This week Mike McGrath started an interesting flame war here which asked us all the very interesting question: What is Fedora's Market. This of course led to the usual affirmations that Fedora is 'bleeding edge', 'for the hobbyist/tinkerer', or really just for the person who wants to do new and exciting things. Today however, I saw a funny blog post by Tom Callaway, on his efforts to introduce a new feature in Fedora that allows people to track packages by license. Unfortunately for Tom, and my heart goes out to him, his idea was shot down a bunch of people whose response was to "Whine, Bitch [and] Moan." I had also been reflecting on how Con Kolivas is no longer writing kernel patches.

This had me wondering at a second and even more nebulous question to ask.

What is a Community?

Growing up, I had the fortune to live in a jewish community that talked about the morals of building a community through religion and social exercise. People always commented that my high school class was amazingly unified between all the different levels of classes socially, and there wasn't this stratification of who belonged to the 'smart' classes or the 'dumb' classes. At the same time, I would go home to see my parents and family integrated, but looked at funny because we had ever so little less money than our neighbours, and were ever so stranger than they were. So if you asked me what a community is, I would say right out that it's a group of people that align themselves together based on some common bond. Well, it's not necessarily an open community.

An open community, however, is an entirely different breed. It's a group of people that are willing to accept anyone regardless of who they are other than their desire to participate. It certainly has been a mantra of the Open Source development style. It accepts anything, and everything, and of course, if you can't keep up, you sink underneath the mess. If you manage to stay afloat, you're rewarded with the best of the best software available to mankind. This is also the bazaar style development, or in some cases the bizarre.

There are of course always the closed communities, which in the software world leads to cleverly, but cleanly architechted software. Even when they are open source, there is certainly this base hierarchy of being either in the inner sanctum or pond scum. Oddly enough, this has actually been Red Hat's model for years, and continues to be that. They take what they like, polish it into first RHL, now RHEL and friends, and then return as much source code as they can back to the community. Red Hat has been very clear about who stands in their community, and who doesn't, and it all starts with a paycheck.

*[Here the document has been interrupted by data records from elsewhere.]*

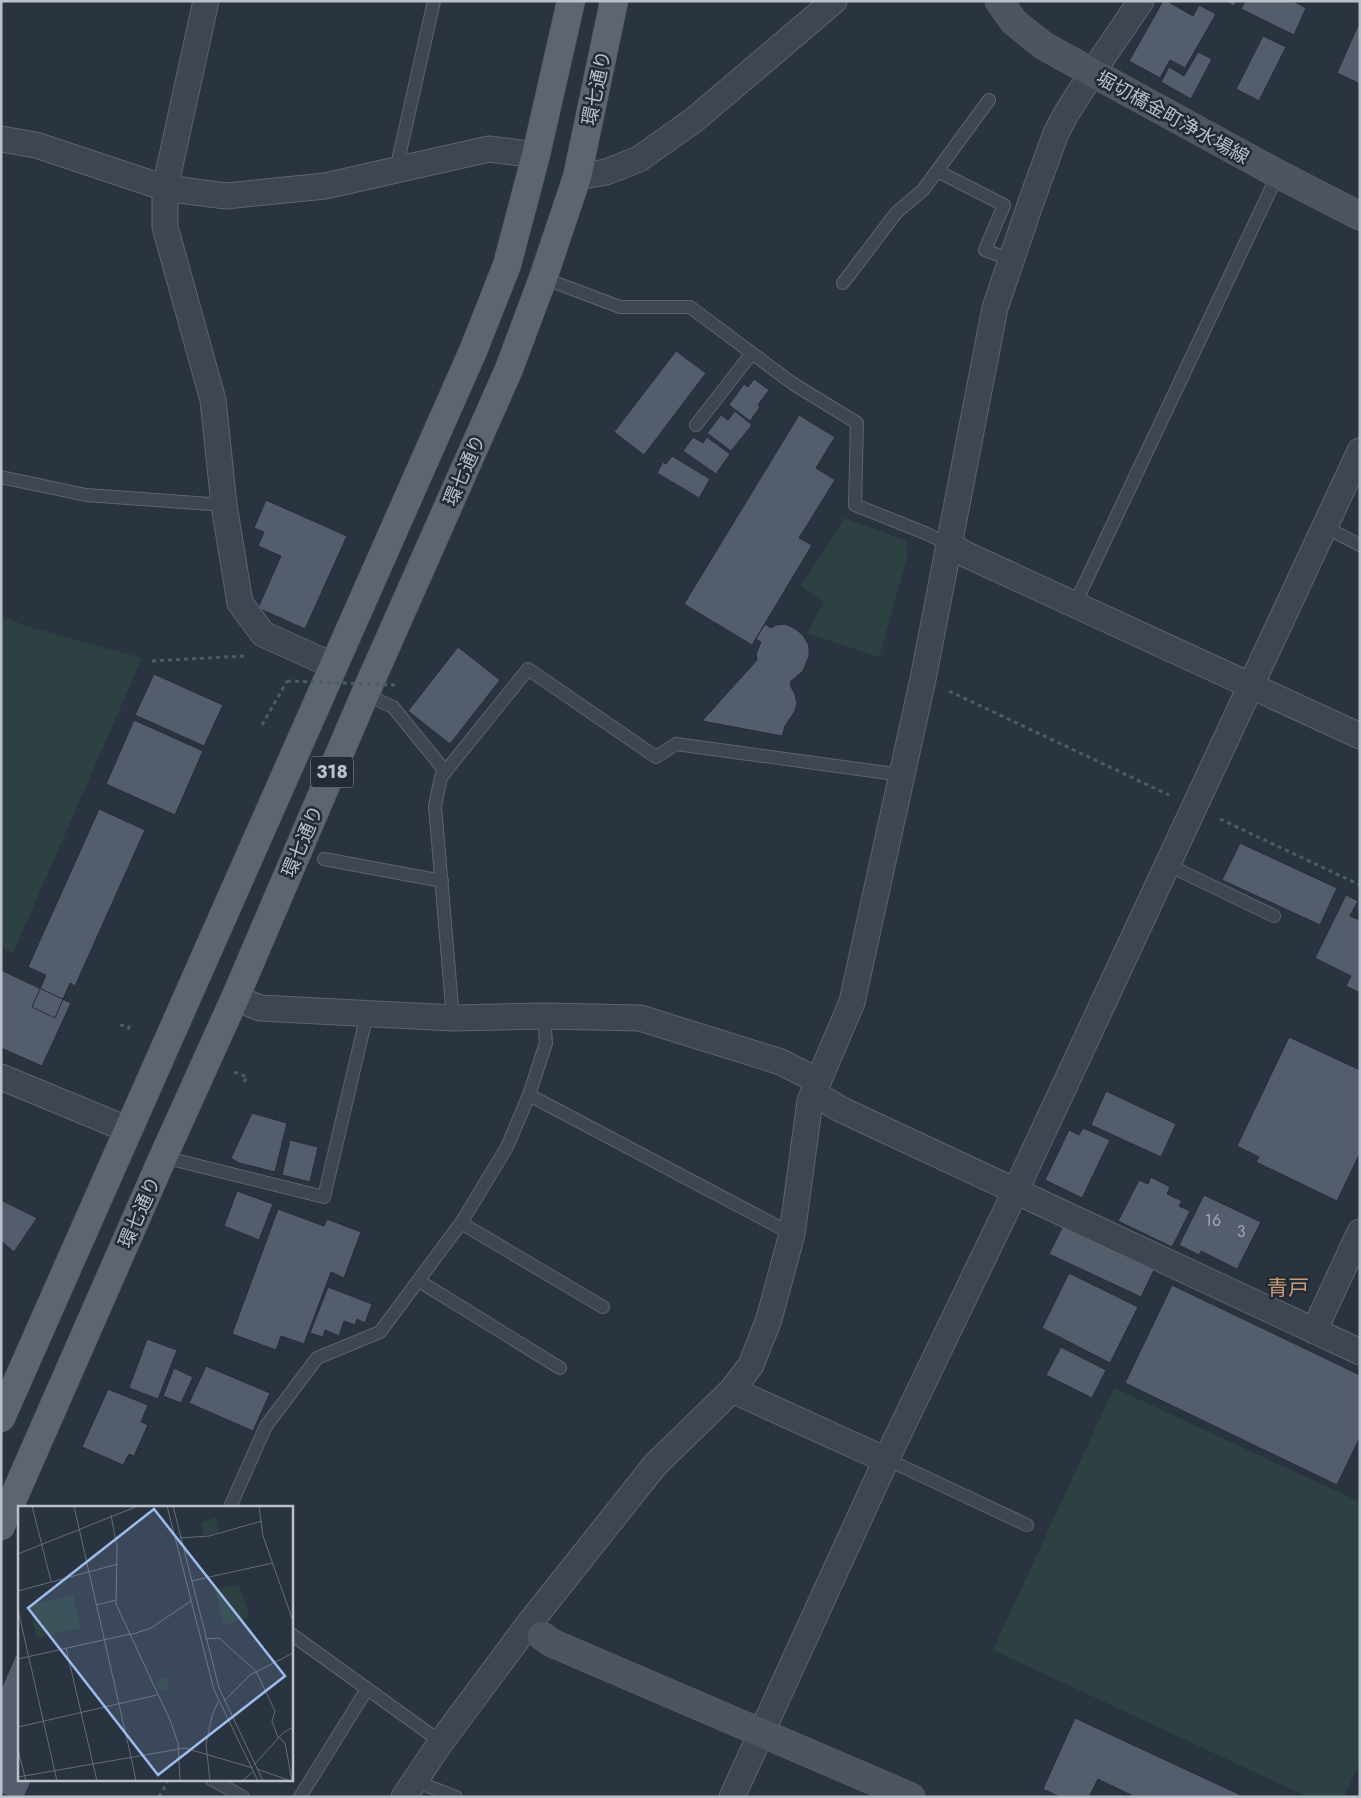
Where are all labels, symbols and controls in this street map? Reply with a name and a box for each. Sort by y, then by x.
street label: 環七通り [575,48,618,128]
street label: 堀切橋金町浄水場線 [1091,64,1254,171]
street label: 環七通り [437,430,492,510]
road number: 318 [311,756,353,788]
street label: 環七通り [275,801,330,881]
street label: 環七通り [112,1172,167,1252]
house number: 16 [1205,1209,1221,1232]
house number: 3 [1237,1220,1246,1243]
district label: 青戸 [1267,1273,1309,1303]
inset map [18,1506,292,1780]

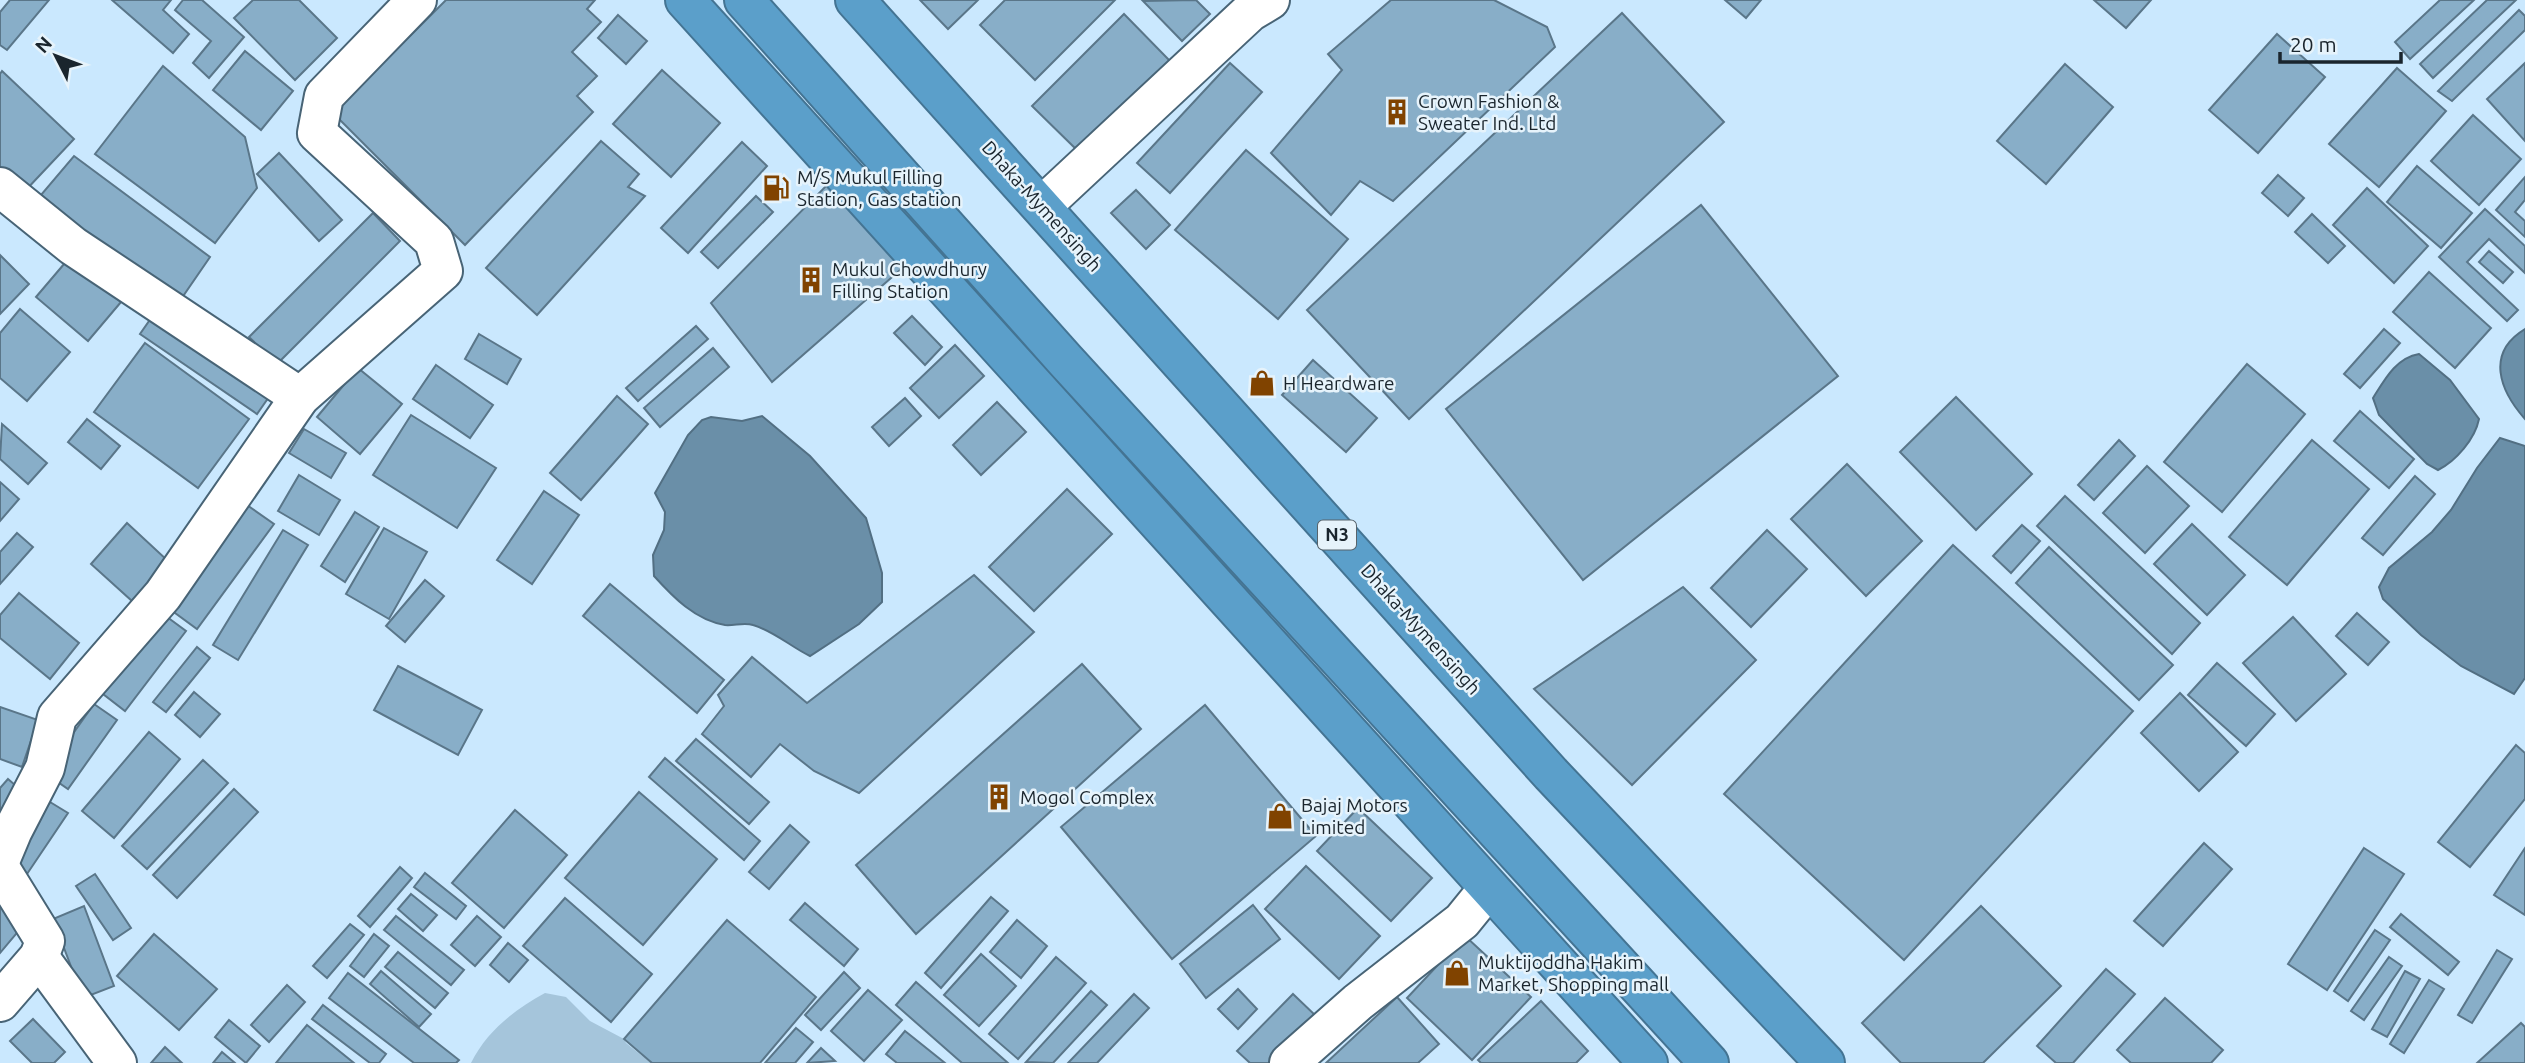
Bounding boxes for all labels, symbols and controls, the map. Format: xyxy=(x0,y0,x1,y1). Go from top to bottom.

Fedora is going through an interesting transition though. For six versions, it's been a closed off effort, courtesy of Red Hat, whereby the only people that could directly contribute were Red Hat employees. However everyone started realizing that outsiders could make better packages than Red Hat, and eventually Fedora was opened up. Cool! But now what? I'm hesitant to bring in other distros into these sorts of discussions, since they eventually turn into flame wars, but let me give you an abridged list of "Open Community Distros" (by my standard of course ;): Debian, Gentoo, Ubuntu, and *BSD (generally speaking). These are the best models to look at if you want to understand how an Open Community operates. Well, *BSD's aren't really open, the rules to submit patches and have them accepted are strict. Ubuntu and Debian have that crazy MOTU and NM processes, and Gentoo seems to have lost it's wind. Not than anyone is perfect of course. But one thing that these distros are good at is accepting all sorts of ideas, incorporating them, and weeding out the bad ones. (Yes, I do know *BSD is not a 'distro').

One of these distros has a little funny document called the Debian Social Contract. This is the defining document for what constitutes the basic foundations of the distro, and the community that surrounds it. From that came out a rock solid distro, that serves practically any need one might have from Linux. You can call it overkill if you want, but to be quite honest, I enjoy Fedora development more working inside Debian than I did on Fedora.

So in response to this ugly trend I've been noticing where people are getting shoved out of the Open Source community, and feeling left out, I want to propose the start of a Fedora Social Contract. (Disclaimer: I have read the DSC (the Debian one) before, though it's been a couple of years. I haven't read it lately, although if this catches on, I will of course read it for inspiration. I do not want this to turn into a clone of the DSC, although if it does, I think it means that the DSC is a very well written piece of fine bathroom literature :) ) (Second disclaimer: I enjoy reading in the bathroom ;) )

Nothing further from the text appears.